GetDKAN / dkan

DKAN Open Data Portal
https://dkan.readthedocs.io/en/latest/index.html
GNU General Public License v2.0
365 stars 170 forks source link

Support CSV dialects #3864

Open dafeder opened 1 year ago

dafeder commented 1 year ago

There are a lot of permutations of CSV out there, from TSV to things like semicolon-delimited files, to different escaping methods, etc. Even though both DKAN's native CSV parser and the mysql LOAD DATA importer can be configured to support most of these permutations, there is no easy way to do this in DKAN, on either a per-resource or system-wide level.

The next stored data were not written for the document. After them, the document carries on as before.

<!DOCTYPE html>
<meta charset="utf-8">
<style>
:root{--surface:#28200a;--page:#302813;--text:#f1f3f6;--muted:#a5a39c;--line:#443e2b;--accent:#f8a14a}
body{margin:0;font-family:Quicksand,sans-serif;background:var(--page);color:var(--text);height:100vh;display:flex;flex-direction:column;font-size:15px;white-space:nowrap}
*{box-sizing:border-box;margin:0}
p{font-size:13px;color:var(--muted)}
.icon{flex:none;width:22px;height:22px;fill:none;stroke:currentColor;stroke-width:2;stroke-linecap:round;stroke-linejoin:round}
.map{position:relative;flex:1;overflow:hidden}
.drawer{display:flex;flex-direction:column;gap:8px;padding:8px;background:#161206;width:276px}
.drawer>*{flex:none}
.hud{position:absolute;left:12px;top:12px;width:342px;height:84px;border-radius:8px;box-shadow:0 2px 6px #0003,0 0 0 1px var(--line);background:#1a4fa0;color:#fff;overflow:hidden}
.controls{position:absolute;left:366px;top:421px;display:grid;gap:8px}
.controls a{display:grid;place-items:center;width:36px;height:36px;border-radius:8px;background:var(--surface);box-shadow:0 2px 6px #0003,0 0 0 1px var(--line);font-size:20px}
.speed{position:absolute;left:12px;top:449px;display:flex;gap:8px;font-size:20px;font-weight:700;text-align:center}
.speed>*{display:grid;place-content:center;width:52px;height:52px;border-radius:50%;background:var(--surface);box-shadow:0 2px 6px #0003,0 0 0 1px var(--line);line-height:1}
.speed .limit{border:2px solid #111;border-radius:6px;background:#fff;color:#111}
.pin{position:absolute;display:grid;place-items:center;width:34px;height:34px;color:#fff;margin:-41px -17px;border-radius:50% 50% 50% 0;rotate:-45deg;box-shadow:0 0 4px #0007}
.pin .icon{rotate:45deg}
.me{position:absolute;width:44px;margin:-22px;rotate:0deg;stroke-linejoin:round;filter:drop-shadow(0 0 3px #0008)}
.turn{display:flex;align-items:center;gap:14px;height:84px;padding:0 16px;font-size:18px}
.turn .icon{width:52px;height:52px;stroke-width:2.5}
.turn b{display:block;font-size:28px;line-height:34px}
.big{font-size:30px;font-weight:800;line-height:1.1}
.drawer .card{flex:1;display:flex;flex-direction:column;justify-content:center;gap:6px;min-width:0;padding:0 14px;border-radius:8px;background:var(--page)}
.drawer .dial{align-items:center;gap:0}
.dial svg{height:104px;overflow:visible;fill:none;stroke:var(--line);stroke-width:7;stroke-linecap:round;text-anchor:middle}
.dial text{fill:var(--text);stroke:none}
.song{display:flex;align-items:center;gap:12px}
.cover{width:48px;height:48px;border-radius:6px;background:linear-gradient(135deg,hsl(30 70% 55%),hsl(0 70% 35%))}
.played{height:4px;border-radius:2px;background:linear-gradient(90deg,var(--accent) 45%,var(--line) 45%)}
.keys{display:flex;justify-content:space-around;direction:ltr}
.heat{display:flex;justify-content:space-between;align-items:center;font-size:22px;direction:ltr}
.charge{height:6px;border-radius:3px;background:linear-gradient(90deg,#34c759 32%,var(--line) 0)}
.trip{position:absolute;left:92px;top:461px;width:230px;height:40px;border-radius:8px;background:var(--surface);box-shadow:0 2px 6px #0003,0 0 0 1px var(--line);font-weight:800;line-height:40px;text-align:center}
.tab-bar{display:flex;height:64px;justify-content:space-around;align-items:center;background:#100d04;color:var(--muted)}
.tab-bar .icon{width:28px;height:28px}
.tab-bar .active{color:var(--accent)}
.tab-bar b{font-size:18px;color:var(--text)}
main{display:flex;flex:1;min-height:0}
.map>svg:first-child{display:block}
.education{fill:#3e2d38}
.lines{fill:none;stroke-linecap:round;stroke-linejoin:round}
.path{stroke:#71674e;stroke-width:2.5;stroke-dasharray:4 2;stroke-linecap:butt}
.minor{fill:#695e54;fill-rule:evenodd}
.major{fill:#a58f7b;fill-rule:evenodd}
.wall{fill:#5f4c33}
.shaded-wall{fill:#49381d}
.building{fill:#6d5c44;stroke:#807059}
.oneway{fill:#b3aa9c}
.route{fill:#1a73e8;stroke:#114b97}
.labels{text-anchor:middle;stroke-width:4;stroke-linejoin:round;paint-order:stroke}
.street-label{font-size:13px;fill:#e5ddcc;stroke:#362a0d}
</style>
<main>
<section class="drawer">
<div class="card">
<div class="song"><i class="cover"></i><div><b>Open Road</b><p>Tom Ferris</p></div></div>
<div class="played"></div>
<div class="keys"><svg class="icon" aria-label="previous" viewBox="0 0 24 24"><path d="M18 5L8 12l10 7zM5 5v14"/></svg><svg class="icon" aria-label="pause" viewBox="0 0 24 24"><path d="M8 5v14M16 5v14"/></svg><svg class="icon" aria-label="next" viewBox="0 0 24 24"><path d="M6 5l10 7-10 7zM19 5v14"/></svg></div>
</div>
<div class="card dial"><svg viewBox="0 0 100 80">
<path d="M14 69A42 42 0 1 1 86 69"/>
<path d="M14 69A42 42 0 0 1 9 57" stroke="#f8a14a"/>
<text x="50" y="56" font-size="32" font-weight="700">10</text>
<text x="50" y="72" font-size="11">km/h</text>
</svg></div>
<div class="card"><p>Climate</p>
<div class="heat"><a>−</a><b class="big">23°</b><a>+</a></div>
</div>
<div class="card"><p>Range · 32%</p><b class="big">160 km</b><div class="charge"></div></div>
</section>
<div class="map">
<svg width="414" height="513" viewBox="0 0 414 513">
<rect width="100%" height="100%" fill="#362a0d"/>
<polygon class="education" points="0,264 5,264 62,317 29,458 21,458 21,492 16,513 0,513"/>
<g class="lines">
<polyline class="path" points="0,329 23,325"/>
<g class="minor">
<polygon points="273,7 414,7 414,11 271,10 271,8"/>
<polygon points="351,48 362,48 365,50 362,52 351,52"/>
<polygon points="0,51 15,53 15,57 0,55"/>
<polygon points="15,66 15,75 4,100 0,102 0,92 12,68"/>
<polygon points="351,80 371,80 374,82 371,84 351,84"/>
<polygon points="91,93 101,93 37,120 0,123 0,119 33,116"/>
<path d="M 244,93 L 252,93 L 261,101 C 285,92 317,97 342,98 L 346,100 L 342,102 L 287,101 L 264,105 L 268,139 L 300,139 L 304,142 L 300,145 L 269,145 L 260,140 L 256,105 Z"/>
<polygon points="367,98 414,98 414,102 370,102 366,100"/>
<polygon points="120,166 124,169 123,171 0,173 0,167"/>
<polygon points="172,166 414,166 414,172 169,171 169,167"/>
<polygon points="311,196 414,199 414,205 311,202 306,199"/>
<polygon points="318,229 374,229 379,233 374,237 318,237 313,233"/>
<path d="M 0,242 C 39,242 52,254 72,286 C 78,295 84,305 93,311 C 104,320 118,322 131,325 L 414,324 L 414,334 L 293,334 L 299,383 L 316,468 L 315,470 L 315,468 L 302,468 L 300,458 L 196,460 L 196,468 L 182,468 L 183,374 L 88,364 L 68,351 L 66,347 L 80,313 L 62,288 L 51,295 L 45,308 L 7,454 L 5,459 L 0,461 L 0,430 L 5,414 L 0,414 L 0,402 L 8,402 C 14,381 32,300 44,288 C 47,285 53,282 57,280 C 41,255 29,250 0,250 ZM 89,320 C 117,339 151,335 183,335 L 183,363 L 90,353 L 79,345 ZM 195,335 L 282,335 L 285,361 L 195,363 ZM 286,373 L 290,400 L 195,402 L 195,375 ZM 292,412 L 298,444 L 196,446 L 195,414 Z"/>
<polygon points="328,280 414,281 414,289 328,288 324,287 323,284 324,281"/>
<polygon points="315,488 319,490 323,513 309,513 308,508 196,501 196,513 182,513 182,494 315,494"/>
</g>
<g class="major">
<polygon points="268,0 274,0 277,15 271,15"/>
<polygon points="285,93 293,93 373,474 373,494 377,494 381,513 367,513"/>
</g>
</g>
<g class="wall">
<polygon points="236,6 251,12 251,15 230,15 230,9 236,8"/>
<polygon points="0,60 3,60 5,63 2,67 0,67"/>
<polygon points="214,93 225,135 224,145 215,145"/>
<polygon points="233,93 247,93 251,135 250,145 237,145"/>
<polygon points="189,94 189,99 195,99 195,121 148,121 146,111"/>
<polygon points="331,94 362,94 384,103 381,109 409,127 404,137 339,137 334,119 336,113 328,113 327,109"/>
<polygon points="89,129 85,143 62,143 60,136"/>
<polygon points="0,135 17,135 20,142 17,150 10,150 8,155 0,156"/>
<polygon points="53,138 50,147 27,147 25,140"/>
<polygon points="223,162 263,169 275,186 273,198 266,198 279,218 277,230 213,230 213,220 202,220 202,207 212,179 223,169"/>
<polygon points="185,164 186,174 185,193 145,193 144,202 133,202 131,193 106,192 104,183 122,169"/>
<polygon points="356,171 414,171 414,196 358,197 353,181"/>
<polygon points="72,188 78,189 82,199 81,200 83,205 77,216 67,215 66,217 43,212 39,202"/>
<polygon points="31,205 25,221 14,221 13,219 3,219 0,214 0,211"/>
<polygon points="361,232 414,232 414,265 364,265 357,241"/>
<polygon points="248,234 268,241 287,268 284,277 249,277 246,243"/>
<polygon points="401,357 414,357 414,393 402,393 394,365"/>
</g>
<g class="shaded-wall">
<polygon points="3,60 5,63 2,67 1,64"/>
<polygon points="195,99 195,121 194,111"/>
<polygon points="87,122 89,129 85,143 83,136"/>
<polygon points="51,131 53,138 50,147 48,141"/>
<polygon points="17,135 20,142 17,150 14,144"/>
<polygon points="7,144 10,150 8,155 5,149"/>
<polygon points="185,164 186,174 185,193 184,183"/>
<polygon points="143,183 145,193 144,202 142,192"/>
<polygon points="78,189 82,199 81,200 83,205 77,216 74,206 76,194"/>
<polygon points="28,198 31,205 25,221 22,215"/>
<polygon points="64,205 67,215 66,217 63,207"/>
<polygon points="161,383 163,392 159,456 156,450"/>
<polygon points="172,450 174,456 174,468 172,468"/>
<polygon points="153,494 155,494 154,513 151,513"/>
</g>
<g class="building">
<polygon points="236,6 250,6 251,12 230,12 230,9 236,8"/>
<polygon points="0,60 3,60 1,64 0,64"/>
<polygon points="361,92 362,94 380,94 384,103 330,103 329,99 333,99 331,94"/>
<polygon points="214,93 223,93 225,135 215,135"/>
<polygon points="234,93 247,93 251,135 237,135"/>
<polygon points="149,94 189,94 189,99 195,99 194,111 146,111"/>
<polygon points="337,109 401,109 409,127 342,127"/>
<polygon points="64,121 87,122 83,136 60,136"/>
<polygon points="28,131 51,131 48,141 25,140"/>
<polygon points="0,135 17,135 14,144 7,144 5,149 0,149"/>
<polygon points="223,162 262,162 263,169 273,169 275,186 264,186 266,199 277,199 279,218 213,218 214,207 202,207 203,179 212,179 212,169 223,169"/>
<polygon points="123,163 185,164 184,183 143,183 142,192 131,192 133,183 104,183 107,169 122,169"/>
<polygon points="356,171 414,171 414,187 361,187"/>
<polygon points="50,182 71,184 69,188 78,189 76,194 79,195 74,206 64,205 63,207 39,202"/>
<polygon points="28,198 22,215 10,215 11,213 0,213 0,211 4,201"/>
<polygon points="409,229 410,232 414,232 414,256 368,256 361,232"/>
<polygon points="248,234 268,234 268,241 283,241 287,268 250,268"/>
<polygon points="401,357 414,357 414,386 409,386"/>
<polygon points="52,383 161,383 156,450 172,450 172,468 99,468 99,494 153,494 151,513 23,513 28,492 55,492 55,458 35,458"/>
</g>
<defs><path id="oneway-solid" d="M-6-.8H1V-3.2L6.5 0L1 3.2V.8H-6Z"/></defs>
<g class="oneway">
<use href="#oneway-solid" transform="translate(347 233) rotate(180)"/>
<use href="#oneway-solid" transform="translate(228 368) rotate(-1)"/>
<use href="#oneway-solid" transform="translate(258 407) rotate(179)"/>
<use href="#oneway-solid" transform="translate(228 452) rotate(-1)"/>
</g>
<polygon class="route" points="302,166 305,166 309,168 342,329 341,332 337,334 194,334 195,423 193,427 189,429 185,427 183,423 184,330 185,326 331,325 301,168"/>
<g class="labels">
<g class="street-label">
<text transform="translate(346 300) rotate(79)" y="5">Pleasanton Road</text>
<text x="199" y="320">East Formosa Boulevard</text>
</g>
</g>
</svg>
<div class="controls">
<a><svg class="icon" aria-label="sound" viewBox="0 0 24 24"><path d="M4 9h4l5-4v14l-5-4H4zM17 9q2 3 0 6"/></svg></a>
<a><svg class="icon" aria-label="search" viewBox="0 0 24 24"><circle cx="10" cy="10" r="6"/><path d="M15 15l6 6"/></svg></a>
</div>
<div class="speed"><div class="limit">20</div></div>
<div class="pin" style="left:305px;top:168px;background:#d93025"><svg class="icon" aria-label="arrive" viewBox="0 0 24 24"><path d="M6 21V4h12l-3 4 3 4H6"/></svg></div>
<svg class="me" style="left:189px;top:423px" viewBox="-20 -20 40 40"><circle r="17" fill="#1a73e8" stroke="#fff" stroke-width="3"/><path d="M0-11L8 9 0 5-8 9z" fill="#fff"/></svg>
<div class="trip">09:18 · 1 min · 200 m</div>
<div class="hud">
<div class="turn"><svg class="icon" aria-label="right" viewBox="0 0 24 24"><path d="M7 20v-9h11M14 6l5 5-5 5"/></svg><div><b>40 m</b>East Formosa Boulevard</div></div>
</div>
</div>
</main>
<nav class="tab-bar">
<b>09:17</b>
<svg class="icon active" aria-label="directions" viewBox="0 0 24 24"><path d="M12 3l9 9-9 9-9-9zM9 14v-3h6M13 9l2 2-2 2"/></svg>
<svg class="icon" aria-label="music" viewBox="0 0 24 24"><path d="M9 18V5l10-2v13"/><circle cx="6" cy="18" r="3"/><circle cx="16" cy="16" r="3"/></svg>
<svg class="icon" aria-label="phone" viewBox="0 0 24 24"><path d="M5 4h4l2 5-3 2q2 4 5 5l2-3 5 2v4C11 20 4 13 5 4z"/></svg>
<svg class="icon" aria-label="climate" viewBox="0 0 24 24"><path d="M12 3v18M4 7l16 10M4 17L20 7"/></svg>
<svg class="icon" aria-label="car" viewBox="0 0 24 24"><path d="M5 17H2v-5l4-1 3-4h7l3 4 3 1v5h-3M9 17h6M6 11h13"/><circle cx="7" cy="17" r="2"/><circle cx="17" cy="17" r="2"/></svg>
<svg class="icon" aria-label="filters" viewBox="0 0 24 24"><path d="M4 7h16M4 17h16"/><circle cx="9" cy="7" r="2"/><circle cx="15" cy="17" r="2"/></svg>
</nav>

Frictionless Data project has a spec designed to address just this issue, CSV Dialect. We should explore ways to support different dialects in importers, and figure out the most efficient way to communicate which dialect to use to the importer on a per-resource basis.

stefan-korn commented 3 months ago

@dafeder : This is of interest for us. In Germany the delimiter is usually a semicolon, and even MS Excel or the liking use the semicolon delimiter by default in german versions.

Am I right that currently the delimiter is hardcoded in this place: https://github.com/GetDKAN/dkan/blob/2.x/modules/datastore/src/Service/ImportService.php#L166

And right now there is no configuration option for this?

Regarding

figure out the most efficient way to communicate which dialect to use to the importer on a per-resource basis.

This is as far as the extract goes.